I feel the need to mention this because you shouldn't be too much in their soul if you notice a drawback from them, allow people their space.
Combine that with teasing and occasional jokes and it's going to be amazing.

*So you haven't interacted with the person, you start with 3 choices: be direct, use the pretext of a commonality or use the pretext of asking for help*. In the 1st case, it depends a lot on the location, in a library you probably have to talk about books while in a club you can talk about how hot your are or that I have noticed you. In the 2nd case you tell her that you saw her there and talk about that thing you have in common. In the 3rd case, you find a pretext to talk to her such as asking for help, and *next time just ask her how is she doing*.
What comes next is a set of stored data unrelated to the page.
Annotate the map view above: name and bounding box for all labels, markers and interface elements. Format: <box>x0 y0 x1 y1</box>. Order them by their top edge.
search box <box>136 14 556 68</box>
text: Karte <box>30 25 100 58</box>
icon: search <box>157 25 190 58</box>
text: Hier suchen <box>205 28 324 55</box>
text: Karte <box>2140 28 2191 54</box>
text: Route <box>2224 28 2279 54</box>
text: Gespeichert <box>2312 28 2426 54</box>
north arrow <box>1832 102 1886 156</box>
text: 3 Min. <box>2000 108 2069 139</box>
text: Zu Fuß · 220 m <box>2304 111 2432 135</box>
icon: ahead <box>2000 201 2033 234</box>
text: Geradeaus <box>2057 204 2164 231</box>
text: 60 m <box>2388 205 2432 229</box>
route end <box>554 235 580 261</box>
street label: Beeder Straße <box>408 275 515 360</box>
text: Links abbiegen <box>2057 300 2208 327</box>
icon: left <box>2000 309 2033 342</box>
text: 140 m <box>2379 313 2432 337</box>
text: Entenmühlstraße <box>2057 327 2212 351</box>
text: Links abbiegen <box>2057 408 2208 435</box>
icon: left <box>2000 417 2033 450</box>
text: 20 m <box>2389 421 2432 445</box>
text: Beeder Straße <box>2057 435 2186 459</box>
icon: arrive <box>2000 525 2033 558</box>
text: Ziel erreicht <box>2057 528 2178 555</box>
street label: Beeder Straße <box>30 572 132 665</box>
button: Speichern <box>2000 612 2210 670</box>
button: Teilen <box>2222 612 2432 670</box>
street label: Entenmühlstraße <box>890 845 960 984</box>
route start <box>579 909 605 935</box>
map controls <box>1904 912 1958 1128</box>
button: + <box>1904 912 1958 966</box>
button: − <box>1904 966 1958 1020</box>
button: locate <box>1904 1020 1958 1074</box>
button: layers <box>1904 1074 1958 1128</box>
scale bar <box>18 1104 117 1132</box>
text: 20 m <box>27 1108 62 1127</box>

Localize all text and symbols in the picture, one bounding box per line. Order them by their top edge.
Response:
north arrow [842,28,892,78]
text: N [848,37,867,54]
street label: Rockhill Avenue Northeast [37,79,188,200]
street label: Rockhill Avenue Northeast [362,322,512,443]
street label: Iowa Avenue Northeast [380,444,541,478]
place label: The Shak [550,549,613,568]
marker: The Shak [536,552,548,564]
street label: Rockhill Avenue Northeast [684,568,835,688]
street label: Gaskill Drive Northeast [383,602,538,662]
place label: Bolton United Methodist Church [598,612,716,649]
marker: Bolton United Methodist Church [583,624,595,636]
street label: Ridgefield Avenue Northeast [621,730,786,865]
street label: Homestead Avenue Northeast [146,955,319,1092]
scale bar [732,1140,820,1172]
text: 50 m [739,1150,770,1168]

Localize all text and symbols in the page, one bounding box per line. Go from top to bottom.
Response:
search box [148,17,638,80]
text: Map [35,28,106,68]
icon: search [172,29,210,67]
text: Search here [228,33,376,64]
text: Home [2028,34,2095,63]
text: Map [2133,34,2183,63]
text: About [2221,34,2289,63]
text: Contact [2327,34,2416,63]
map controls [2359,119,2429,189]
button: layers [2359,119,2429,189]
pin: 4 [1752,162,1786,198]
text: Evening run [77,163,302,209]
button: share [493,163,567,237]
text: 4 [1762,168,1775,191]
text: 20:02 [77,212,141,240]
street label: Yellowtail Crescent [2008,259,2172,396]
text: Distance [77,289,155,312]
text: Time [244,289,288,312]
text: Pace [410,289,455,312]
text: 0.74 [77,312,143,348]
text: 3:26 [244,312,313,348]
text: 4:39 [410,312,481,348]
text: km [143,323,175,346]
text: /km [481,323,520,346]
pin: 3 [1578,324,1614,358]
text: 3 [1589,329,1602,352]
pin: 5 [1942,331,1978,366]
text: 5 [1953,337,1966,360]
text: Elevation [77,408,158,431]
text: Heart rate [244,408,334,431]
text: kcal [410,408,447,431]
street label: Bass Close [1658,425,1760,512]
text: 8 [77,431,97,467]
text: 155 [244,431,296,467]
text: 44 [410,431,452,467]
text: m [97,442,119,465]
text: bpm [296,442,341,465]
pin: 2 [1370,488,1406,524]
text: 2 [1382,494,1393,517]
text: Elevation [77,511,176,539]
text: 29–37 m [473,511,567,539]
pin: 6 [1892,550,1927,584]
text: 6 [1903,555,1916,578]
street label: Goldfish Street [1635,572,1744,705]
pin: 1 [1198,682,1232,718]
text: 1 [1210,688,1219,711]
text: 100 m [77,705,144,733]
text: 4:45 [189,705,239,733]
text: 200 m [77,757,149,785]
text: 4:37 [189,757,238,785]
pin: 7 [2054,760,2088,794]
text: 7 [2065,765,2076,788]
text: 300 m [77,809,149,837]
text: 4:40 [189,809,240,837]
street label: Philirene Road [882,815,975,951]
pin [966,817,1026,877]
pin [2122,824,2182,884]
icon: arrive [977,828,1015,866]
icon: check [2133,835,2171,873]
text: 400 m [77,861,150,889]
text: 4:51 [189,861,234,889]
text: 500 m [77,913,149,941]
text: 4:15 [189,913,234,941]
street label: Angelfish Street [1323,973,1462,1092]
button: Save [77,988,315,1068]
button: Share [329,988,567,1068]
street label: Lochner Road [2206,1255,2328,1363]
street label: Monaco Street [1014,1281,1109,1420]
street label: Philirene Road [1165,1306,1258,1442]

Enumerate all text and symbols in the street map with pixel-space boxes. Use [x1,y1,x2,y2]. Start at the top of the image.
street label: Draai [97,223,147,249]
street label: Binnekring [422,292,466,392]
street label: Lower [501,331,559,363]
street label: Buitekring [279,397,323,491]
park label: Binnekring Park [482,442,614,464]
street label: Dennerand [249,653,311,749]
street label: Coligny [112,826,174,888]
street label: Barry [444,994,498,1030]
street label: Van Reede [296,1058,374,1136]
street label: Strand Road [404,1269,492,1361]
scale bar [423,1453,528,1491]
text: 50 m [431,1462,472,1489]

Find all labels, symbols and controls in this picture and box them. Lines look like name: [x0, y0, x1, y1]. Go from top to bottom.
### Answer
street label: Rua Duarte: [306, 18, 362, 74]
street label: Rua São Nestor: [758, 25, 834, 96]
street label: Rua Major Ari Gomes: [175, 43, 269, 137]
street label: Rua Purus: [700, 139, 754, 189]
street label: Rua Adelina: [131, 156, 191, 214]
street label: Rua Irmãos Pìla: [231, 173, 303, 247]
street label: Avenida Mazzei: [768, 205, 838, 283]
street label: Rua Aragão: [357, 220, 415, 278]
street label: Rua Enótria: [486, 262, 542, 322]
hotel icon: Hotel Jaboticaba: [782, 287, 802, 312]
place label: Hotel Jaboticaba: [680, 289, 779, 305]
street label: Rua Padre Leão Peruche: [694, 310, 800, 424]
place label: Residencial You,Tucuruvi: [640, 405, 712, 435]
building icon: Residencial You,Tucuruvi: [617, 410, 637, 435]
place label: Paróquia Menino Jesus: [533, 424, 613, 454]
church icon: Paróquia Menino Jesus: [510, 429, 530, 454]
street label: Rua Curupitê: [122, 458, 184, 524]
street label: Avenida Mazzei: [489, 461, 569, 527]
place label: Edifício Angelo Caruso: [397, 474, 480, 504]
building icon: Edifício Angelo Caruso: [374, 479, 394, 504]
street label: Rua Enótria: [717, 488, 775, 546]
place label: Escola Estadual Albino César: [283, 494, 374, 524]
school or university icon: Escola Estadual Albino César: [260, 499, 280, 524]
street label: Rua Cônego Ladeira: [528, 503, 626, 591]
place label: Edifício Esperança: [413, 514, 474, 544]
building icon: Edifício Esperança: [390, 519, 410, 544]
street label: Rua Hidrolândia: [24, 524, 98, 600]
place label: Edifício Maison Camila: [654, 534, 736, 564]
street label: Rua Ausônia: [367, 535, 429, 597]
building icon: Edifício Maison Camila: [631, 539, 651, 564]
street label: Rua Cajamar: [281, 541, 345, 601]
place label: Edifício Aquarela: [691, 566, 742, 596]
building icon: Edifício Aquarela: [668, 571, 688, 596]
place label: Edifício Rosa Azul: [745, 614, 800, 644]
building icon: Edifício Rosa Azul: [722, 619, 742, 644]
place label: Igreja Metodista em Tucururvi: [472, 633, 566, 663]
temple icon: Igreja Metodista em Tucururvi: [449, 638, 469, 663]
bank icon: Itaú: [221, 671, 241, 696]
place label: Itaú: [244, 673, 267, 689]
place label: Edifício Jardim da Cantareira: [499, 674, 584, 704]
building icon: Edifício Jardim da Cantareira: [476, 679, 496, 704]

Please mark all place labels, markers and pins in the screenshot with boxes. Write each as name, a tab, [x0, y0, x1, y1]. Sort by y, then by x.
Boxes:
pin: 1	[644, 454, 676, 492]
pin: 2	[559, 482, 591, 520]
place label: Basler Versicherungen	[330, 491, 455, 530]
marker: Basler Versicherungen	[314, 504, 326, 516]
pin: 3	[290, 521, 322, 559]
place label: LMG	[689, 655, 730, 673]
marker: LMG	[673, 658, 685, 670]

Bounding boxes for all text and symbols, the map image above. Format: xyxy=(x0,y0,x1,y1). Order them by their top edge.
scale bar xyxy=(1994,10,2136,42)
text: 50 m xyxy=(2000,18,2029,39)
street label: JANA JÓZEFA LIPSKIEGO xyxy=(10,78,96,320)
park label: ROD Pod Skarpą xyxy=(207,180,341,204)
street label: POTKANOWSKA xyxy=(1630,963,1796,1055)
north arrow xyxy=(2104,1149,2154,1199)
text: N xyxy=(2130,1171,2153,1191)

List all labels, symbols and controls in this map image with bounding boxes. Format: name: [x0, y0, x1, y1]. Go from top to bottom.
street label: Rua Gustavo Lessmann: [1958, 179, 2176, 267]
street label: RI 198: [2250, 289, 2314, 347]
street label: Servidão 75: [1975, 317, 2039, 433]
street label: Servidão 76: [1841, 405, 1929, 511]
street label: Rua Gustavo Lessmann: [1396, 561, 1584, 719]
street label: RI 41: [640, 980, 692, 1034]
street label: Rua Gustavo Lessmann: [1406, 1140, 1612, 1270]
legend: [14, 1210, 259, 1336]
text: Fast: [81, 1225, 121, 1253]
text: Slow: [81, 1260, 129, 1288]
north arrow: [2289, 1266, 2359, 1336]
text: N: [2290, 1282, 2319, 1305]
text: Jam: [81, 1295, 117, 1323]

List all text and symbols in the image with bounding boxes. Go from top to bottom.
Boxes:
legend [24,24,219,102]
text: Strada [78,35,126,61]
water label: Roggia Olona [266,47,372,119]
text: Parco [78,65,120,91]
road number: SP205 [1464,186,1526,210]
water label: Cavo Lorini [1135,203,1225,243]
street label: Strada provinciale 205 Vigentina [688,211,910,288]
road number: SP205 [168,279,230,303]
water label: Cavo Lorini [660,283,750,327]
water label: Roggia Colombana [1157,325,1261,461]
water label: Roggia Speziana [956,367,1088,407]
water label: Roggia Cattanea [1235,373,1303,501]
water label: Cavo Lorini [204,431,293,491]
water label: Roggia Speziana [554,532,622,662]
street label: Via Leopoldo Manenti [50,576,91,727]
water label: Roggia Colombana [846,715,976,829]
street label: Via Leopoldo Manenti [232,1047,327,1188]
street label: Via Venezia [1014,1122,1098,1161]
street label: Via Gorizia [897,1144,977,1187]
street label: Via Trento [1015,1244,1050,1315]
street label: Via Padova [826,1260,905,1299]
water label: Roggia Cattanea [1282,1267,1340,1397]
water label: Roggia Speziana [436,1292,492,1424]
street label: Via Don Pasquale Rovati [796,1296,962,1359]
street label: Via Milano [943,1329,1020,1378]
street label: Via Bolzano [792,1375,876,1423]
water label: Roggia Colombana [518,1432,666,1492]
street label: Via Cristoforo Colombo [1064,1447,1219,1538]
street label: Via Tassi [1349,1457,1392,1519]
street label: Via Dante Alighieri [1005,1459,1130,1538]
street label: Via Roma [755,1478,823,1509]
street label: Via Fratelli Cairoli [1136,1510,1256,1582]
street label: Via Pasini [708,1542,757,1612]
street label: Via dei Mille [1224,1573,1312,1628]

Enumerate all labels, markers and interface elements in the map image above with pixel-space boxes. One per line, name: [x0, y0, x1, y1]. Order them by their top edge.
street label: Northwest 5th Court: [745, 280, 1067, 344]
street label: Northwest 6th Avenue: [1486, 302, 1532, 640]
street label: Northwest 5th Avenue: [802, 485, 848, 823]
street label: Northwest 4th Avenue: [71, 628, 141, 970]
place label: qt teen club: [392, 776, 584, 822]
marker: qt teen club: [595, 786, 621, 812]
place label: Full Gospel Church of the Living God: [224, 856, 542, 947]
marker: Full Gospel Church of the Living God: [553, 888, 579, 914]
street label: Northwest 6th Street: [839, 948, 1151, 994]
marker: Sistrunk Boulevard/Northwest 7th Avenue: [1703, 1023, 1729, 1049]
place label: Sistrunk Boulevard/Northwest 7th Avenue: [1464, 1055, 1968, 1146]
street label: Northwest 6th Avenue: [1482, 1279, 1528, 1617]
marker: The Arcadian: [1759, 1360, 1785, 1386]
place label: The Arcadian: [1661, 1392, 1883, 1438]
*So you go to basic talk*: weather, arts, entertainment, sports, family, food, work, school, travel, celebrity gossip, hobbies, hometown. It's also okay to have moments of silence and feel comfortable in the silence, even make fun of silence. Additionally, find similar interests, have you tried anything she's interested in? communication is key in any relationship. Things aren't complicated, we overcomplicate them out of fear or desire to make everything perfect. The most important thing in a relationship is communcation, when you have a problem to say it, not to keep it buckled up in yourself.

*Then when you are more familiar with each other and in touch for a bit, you can shift to big talk, to talk about the deeper concepts of life*: money, poverty, justice, fairness, happiness, motivation, desire, knowledge, communication. And as you get to know her and she gets to know you on these issues, you'll both get a better idea of who the other person is. By, you know, just talking about life in general.

*And then you can talk about personal issues, if you have already talked about the deeper concepts of life in general she already knows you enough to trust whatever is she dealing with*, so you can talk about: struggles, failures, fears, doubts, insecurities, regrets, worries. And when you are on the receiving end of these issues, respond with warmth and reassurance. There is a mutual feeling of trust in those scenarios. That is how you emotionally connect with people, understand their struggles and seek to comfort them. And being on their side, not necessarliy always giving advice, but just listening.

*Making jokes is an absolutely essential part in having fun with each other. You can have fun in other ways like doing fun activities, but making jokes is probably the simplest and is universally valid*. The magic of the humor is in it's absurdity, things are funny because they are ridiculous, either ridiculously simple or ridiculously wrong, they make no sense, or when you see something that is already ridiculous and exaggerate it even further is also funny, sarcasm works the same way, you say something that it's so ridiculous it can't be true, because you mean the opposite.

And when you are asked something: Don't answer a question directly. *Either give more details or delay the answer with another conversation topic*. Your job is to convey your personality, that's what you're trying to do.

When you talk to her, you try to keep her interested by talking about herself or something she is interested in.*Find what that person is interested in, talk about that thing*. OR look at the enviroment and talk about something within the enviroment. OR basic shallow stuff like: weather, arts, entertainment, sports, family, food, work, school, travel, celebrity gossip, hobbies, hometown, movies, music. *But you also try to convey your personality, to show who you are, to create some familiarity*.

Now, *the assumption is that your personality is an attractive one, and you have to market it as such*. If you think your personality is unattractive and act like it's unattractive, even say that your personality is unattractive, well, she can only agree with you, so why are we even here? *so you have to think that your personality is an attractive one and market it as such*. She might disagree, but if you market it as unattractive and she agrees it's the same thing. At least here you have a chance that you market your personality as attractive and she agrees. It's a lot more likely than the other way around, you thinking of yourself as unattractive and she disagreeing.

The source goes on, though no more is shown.